- GIVEN DATA -
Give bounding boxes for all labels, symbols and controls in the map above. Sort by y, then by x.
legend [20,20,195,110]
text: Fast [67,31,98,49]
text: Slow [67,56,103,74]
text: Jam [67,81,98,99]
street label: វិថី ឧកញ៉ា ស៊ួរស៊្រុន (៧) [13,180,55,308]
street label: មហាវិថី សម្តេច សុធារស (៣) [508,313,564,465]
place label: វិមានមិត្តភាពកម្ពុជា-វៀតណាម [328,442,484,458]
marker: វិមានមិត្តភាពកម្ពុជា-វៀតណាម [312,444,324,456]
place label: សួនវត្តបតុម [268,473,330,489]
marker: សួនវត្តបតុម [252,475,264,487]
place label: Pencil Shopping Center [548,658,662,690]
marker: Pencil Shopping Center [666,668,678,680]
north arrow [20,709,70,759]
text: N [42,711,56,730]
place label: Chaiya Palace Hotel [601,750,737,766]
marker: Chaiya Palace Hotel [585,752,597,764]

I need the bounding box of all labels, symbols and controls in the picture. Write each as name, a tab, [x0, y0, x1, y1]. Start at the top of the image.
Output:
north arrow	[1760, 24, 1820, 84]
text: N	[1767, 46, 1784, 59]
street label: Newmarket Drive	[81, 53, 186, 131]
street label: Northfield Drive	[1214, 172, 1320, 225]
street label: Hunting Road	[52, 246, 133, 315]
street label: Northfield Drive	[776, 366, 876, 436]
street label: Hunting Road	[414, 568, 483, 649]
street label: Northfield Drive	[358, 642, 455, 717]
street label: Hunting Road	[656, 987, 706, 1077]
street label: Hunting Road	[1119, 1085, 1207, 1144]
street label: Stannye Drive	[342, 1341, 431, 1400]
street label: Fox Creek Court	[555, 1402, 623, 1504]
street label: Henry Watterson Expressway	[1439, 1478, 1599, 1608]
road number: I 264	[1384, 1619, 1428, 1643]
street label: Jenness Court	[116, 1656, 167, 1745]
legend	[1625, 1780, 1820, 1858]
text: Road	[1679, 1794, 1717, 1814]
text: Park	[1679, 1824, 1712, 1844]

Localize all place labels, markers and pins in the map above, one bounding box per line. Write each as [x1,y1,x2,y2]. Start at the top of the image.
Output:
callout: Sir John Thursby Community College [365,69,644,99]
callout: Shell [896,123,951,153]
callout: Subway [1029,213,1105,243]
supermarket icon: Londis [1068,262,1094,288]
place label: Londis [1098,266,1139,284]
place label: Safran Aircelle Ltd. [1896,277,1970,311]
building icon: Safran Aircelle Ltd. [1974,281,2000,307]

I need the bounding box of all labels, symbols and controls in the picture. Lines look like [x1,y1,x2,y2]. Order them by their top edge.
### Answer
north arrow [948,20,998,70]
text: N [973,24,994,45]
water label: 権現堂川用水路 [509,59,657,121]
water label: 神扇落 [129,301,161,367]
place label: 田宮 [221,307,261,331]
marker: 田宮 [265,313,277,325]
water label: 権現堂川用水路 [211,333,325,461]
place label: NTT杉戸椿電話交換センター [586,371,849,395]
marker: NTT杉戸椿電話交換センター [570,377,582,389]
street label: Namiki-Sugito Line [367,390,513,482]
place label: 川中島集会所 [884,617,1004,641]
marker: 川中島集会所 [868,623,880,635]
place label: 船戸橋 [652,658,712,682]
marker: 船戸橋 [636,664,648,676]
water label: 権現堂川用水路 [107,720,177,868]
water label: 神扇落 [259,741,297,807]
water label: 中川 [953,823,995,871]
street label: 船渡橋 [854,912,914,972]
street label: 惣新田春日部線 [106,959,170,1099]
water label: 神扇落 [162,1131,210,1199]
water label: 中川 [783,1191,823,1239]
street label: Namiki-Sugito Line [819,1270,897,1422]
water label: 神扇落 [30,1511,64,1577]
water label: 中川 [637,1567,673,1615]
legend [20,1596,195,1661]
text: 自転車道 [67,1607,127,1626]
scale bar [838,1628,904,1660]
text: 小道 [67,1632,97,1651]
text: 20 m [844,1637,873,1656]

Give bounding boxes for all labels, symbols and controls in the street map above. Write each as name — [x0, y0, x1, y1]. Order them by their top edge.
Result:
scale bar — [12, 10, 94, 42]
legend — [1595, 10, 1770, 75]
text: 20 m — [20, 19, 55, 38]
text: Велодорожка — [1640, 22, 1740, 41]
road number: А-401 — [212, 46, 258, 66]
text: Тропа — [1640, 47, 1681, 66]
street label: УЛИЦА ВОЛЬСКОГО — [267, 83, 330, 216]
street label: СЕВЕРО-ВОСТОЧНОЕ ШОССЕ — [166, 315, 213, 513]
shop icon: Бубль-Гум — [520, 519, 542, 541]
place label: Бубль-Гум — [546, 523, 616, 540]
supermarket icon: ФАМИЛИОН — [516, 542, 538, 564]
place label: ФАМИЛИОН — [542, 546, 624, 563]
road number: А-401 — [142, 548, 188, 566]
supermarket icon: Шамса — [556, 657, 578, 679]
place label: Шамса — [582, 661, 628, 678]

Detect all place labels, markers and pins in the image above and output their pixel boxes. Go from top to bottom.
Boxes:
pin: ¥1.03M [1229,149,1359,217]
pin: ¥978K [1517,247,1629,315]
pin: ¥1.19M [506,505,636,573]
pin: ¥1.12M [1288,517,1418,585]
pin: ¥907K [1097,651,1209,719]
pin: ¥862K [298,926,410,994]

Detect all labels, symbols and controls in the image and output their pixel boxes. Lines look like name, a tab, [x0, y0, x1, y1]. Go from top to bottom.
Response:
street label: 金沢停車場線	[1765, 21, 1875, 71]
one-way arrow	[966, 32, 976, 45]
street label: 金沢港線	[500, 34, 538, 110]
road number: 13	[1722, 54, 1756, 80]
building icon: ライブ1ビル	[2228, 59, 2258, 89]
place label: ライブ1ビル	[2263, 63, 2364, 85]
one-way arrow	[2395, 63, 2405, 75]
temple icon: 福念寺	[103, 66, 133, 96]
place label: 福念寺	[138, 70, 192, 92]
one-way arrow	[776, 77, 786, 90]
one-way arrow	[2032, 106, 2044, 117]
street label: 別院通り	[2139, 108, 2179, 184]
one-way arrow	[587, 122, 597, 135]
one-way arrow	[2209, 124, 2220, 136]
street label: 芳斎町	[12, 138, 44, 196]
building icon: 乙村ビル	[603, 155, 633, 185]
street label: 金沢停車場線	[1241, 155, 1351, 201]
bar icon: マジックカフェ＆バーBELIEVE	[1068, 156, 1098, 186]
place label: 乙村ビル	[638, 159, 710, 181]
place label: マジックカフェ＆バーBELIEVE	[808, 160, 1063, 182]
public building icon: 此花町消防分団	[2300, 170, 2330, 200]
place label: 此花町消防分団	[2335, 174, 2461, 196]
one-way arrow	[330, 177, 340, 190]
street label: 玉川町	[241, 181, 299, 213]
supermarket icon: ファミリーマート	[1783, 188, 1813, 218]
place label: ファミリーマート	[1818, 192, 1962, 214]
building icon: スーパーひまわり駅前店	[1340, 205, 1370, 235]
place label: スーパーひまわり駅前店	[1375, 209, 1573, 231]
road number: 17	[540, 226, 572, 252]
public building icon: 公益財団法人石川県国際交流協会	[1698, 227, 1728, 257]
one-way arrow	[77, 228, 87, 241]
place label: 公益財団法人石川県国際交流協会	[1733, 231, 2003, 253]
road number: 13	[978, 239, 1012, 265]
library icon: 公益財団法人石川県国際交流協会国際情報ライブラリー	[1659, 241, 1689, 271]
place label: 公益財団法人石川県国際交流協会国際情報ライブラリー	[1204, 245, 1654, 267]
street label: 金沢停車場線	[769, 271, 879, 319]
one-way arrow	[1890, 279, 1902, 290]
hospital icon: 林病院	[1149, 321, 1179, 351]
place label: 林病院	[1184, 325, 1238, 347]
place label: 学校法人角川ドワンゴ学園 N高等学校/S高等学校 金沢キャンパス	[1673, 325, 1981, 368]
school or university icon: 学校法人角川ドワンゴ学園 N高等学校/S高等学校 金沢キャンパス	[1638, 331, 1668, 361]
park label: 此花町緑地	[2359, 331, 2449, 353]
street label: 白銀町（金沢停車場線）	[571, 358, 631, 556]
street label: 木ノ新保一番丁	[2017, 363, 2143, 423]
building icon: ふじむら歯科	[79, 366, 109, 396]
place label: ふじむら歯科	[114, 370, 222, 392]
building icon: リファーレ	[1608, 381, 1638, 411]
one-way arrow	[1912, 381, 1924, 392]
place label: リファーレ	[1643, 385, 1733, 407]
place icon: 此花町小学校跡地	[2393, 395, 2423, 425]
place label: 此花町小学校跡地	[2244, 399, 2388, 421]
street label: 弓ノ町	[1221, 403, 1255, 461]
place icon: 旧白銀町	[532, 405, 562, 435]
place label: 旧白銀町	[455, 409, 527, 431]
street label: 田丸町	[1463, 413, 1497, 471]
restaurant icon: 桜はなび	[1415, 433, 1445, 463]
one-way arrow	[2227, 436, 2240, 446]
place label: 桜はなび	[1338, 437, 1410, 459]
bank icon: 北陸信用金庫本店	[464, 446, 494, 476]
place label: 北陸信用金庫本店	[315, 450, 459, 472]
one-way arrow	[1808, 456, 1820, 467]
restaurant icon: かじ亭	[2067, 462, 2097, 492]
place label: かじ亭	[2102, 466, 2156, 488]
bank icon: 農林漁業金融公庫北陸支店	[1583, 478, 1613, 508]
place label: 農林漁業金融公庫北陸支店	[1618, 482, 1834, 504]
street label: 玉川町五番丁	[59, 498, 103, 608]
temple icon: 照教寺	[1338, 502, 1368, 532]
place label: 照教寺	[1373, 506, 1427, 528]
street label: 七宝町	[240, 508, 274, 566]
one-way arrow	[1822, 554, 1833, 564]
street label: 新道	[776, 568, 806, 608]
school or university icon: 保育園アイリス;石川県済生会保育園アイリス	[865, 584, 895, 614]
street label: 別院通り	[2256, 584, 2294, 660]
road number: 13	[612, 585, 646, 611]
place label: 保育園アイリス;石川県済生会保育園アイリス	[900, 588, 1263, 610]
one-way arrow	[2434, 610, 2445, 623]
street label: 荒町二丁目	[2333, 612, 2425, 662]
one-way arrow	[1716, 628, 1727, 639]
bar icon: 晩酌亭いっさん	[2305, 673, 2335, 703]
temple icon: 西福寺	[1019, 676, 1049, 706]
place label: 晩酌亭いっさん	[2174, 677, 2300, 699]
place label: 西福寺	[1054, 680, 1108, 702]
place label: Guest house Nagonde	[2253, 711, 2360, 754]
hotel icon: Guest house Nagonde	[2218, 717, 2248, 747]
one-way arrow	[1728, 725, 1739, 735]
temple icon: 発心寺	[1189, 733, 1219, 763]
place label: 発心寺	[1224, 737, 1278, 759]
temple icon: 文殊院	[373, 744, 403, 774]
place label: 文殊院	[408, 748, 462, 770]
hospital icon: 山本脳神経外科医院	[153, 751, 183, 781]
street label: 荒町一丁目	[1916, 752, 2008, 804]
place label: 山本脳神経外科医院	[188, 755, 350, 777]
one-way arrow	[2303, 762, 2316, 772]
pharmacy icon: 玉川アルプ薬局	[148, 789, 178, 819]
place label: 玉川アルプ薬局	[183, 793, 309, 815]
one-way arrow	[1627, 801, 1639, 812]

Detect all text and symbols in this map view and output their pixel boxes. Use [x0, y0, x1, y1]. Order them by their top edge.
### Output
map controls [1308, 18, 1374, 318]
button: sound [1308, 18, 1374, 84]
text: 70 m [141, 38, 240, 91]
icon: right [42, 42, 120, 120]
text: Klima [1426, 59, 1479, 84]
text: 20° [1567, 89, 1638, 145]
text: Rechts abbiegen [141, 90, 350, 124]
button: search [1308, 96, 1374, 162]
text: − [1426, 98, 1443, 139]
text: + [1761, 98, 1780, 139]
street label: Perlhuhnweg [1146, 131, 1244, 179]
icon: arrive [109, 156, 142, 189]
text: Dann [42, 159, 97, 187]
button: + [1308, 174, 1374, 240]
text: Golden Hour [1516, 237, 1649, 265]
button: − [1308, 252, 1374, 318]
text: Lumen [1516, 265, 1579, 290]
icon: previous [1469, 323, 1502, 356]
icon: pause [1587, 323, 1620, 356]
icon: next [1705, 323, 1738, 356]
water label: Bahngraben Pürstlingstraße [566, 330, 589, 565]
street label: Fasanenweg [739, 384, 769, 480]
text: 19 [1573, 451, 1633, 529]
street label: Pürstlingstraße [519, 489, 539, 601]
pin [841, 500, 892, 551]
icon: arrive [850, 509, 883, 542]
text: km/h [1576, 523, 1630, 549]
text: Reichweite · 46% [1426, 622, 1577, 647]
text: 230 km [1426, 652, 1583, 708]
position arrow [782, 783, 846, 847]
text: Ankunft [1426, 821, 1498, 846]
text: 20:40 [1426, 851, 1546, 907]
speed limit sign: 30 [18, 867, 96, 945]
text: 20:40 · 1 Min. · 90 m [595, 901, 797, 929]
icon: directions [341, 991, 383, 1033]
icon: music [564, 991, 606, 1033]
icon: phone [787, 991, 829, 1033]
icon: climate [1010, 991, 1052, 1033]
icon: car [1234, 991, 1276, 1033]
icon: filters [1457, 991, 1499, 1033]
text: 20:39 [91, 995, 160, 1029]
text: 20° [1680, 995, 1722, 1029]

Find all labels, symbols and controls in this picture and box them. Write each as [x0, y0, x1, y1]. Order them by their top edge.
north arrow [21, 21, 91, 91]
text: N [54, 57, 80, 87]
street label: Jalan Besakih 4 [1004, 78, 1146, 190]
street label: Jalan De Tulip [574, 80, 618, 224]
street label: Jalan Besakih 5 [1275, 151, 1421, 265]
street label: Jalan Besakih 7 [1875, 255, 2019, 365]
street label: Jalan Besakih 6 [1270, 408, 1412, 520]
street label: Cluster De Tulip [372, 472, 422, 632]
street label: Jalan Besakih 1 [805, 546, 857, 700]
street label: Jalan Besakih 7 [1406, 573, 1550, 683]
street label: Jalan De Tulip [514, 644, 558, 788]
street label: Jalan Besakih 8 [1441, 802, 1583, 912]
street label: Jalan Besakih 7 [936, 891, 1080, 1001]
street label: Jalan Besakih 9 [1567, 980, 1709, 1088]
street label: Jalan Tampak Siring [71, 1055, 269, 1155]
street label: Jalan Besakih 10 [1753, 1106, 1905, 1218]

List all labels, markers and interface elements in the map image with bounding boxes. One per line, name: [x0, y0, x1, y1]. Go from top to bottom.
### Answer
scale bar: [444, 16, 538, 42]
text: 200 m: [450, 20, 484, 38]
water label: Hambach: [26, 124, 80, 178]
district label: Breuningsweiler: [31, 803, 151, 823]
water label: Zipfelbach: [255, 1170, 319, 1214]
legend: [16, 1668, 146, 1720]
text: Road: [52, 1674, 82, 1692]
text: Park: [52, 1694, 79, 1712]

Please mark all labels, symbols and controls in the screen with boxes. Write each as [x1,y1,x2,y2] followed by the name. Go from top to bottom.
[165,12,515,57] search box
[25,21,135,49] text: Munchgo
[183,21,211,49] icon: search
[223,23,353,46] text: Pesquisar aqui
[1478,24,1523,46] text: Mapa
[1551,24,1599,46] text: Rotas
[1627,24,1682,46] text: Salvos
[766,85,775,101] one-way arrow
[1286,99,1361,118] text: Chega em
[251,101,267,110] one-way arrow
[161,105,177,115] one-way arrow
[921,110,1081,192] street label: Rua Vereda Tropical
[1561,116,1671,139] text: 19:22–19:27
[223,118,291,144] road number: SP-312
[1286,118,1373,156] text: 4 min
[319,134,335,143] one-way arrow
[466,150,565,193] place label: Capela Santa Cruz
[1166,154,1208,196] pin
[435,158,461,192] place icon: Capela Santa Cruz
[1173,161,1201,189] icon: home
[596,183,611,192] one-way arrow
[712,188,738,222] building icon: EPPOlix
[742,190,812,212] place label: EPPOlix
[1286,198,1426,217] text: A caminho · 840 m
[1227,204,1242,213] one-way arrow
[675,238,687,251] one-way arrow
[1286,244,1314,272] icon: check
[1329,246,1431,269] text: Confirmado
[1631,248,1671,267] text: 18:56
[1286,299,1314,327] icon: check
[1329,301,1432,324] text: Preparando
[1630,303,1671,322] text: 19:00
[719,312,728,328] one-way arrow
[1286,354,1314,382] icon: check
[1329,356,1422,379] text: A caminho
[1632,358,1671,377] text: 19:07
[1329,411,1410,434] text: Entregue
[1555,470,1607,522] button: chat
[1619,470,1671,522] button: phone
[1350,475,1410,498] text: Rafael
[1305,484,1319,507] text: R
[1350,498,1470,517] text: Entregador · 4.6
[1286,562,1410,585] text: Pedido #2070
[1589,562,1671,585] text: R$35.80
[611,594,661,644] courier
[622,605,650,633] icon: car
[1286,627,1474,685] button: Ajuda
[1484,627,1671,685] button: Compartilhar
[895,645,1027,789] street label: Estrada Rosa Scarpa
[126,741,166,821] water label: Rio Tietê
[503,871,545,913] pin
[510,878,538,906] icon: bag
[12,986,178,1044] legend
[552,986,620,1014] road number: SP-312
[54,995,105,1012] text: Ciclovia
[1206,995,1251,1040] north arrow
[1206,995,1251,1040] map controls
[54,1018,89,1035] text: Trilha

- EXERCISE INSTRUCTIONS -
Among the entries, how many lines carry "public"? Reply with a number and nothing else.

- SOLUTION TO THIS EXERCISE -
2